BEGIN Stored data

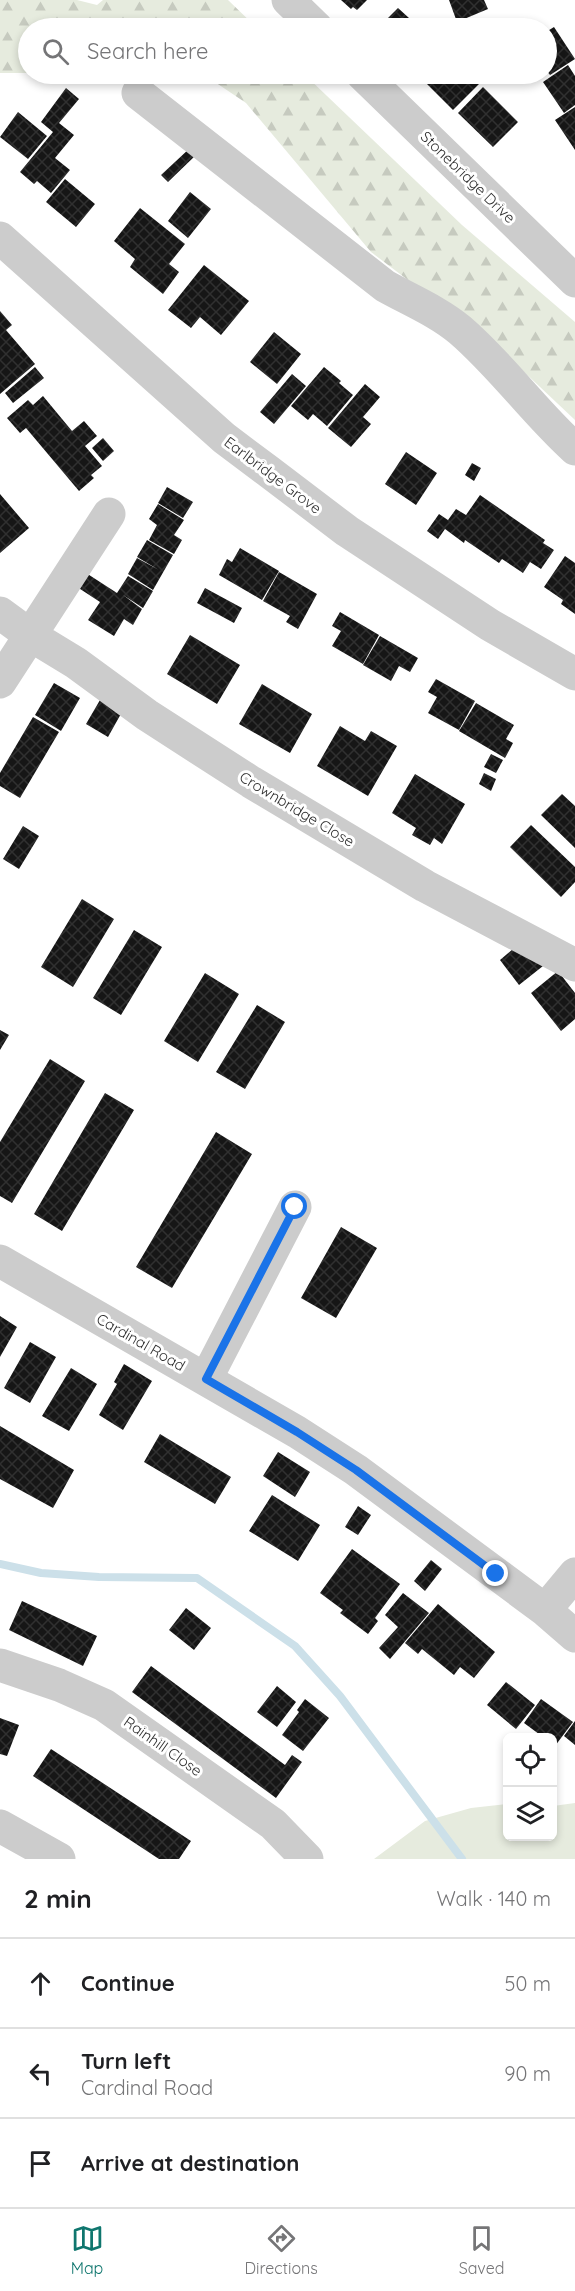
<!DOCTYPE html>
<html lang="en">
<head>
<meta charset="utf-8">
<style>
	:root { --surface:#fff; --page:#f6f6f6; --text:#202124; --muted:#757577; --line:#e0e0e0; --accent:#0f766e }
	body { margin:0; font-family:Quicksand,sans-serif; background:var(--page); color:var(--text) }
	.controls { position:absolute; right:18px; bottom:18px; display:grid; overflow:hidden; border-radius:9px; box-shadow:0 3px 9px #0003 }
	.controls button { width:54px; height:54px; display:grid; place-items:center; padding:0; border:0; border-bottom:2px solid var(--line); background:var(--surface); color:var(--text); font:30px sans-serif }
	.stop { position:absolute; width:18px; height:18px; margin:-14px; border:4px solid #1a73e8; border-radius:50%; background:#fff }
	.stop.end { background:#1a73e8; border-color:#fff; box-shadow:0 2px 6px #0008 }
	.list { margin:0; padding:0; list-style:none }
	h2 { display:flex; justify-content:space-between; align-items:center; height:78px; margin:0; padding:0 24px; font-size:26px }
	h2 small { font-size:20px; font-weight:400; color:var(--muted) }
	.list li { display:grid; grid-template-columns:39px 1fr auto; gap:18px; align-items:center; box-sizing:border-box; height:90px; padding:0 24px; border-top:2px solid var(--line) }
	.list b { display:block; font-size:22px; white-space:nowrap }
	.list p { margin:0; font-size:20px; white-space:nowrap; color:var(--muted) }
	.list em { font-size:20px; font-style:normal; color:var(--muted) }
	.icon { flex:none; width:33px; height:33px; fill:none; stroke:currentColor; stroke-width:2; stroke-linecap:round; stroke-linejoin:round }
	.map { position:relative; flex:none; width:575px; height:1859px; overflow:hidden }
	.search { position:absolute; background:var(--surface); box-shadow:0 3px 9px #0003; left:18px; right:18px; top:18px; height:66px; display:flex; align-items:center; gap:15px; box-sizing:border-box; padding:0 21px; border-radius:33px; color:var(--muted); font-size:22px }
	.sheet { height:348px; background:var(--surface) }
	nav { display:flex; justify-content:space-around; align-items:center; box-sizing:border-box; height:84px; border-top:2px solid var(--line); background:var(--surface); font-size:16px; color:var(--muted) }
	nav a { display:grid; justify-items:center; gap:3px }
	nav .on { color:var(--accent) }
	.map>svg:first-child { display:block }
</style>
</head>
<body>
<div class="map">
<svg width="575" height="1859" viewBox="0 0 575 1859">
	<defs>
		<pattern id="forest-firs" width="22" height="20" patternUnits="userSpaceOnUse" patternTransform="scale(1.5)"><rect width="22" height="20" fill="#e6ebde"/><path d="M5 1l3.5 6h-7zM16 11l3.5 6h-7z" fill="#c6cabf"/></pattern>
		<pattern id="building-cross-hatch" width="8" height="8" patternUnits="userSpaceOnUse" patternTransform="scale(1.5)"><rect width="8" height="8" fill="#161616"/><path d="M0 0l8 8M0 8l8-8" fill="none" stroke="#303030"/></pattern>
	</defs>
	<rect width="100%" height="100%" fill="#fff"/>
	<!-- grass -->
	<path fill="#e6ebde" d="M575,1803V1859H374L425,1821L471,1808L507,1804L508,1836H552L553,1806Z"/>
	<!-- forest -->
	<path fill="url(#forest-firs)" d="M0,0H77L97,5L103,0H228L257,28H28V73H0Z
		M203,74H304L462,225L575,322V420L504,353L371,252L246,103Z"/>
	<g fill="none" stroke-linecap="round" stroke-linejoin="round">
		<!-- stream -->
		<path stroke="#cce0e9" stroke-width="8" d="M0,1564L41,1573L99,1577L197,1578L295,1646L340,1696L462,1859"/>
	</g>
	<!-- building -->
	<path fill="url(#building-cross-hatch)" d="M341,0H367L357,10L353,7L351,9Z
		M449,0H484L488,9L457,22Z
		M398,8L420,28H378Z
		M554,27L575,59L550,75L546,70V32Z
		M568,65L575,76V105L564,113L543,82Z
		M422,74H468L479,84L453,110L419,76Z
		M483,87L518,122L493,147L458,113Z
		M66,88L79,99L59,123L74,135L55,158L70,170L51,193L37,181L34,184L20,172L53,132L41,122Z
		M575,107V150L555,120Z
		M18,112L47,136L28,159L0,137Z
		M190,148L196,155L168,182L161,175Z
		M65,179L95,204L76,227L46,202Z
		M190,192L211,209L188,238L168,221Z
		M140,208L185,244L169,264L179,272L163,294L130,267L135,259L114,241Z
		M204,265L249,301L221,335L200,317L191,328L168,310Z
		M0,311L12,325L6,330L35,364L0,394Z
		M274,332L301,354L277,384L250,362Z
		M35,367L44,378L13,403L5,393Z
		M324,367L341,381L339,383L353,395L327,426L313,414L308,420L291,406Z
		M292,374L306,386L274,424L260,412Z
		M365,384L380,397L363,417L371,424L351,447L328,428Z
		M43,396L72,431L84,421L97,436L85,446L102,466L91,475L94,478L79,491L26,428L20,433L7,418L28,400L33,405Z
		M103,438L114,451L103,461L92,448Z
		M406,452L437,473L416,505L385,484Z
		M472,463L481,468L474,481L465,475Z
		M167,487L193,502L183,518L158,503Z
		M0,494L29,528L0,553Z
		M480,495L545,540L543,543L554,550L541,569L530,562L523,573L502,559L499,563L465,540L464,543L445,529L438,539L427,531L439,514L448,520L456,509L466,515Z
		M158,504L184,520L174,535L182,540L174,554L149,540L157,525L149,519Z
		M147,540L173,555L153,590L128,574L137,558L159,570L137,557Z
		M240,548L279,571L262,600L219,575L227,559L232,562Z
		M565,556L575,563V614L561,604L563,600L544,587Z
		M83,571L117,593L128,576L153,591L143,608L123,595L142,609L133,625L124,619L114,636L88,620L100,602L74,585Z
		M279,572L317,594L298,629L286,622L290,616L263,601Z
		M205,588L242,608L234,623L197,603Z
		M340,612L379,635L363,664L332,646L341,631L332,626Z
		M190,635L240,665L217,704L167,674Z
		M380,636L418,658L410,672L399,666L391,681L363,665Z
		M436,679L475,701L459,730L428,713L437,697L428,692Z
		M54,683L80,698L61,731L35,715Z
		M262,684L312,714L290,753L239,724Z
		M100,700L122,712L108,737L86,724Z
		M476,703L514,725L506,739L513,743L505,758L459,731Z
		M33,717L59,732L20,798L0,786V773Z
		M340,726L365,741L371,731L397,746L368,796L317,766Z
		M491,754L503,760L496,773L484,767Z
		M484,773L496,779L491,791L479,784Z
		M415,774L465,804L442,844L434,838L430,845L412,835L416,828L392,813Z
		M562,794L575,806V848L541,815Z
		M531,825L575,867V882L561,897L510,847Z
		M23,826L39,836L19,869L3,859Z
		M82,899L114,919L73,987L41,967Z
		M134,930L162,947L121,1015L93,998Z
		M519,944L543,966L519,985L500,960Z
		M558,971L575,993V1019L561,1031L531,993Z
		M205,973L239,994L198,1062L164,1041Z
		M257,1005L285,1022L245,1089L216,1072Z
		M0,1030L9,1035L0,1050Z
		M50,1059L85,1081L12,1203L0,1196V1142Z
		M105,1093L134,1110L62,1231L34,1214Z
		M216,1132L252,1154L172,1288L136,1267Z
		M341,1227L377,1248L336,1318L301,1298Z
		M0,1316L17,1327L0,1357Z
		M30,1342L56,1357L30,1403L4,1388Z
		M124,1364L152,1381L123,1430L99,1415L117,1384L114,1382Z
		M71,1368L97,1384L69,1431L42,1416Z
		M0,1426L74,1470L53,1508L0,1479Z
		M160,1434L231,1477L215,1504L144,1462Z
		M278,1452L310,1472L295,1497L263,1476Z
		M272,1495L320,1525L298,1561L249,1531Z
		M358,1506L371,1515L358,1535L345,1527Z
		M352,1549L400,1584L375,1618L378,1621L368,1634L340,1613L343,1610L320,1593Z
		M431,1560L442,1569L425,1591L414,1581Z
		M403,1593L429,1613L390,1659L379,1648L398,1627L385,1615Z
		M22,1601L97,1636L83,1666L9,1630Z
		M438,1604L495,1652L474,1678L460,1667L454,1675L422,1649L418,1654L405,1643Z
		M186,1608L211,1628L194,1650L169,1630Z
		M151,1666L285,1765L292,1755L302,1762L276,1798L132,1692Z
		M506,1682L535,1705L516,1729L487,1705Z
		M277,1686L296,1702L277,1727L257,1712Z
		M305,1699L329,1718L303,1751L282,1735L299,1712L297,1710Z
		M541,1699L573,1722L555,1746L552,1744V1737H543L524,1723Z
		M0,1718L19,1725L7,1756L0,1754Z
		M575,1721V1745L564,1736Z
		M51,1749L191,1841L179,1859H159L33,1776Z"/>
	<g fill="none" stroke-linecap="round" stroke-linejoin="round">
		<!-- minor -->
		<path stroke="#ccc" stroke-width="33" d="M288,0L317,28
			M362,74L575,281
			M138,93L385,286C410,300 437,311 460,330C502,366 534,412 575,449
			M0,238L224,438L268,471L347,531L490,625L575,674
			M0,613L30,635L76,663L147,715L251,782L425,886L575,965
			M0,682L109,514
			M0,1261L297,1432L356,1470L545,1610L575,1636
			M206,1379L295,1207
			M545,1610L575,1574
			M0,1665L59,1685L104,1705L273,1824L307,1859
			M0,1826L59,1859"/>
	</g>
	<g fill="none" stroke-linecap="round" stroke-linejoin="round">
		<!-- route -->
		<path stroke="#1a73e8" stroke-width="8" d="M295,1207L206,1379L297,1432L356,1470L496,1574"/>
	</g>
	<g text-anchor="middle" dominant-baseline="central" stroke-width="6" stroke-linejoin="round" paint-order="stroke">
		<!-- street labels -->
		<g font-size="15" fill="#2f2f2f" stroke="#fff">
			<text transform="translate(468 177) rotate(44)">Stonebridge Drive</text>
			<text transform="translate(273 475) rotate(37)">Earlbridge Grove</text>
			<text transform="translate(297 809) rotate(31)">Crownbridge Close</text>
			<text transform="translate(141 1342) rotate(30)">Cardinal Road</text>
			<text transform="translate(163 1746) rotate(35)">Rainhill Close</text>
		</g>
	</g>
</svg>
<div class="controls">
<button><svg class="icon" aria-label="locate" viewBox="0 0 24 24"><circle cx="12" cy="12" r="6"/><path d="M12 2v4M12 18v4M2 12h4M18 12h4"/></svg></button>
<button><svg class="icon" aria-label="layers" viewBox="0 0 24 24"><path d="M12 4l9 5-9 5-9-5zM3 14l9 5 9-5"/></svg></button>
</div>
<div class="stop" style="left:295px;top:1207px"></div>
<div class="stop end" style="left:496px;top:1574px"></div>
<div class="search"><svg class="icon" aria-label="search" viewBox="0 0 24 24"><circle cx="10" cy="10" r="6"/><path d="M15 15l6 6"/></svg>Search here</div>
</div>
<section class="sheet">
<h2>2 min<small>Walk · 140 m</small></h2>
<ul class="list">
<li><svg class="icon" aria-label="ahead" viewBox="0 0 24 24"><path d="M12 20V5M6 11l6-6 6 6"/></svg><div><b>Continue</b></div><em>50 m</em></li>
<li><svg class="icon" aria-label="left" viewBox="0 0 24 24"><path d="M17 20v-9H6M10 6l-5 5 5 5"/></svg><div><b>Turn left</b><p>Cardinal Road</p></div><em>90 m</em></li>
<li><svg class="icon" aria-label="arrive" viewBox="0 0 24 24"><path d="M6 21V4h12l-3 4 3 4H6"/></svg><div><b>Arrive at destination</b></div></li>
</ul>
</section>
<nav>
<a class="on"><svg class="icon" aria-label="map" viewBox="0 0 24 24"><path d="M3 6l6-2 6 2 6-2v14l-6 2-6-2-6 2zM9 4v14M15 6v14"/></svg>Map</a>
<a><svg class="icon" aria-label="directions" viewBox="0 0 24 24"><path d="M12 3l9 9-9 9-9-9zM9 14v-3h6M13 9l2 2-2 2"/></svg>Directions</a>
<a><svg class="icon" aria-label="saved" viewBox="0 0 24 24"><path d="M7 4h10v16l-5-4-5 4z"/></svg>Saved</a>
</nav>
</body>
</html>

END Stored data

▸ Problem details:
Only an exact copy of the lines from the top of the entries through the line with "width:54px; height:54px; display:grid;", both included, should be given, with all pictures omitted.

▸ Task response:
<!DOCTYPE html>
<html lang="en">
<head>
<meta charset="utf-8">
<style>
	:root { --surface:#fff; --page:#f6f6f6; --text:#202124; --muted:#757577; --line:#e0e0e0; --accent:#0f766e }
	body { margin:0; font-family:Quicksand,sans-serif; background:var(--page); color:var(--text) }
	.controls { position:absolute; right:18px; bottom:18px; display:grid; overflow:hidden; border-radius:9px; box-shadow:0 3px 9px #0003 }
	.controls button { width:54px; height:54px; display:grid; place-items:center; padding:0; border:0; border-bottom:2px solid var(--line); background:var(--surface); color:var(--text); font:30px sans-serif }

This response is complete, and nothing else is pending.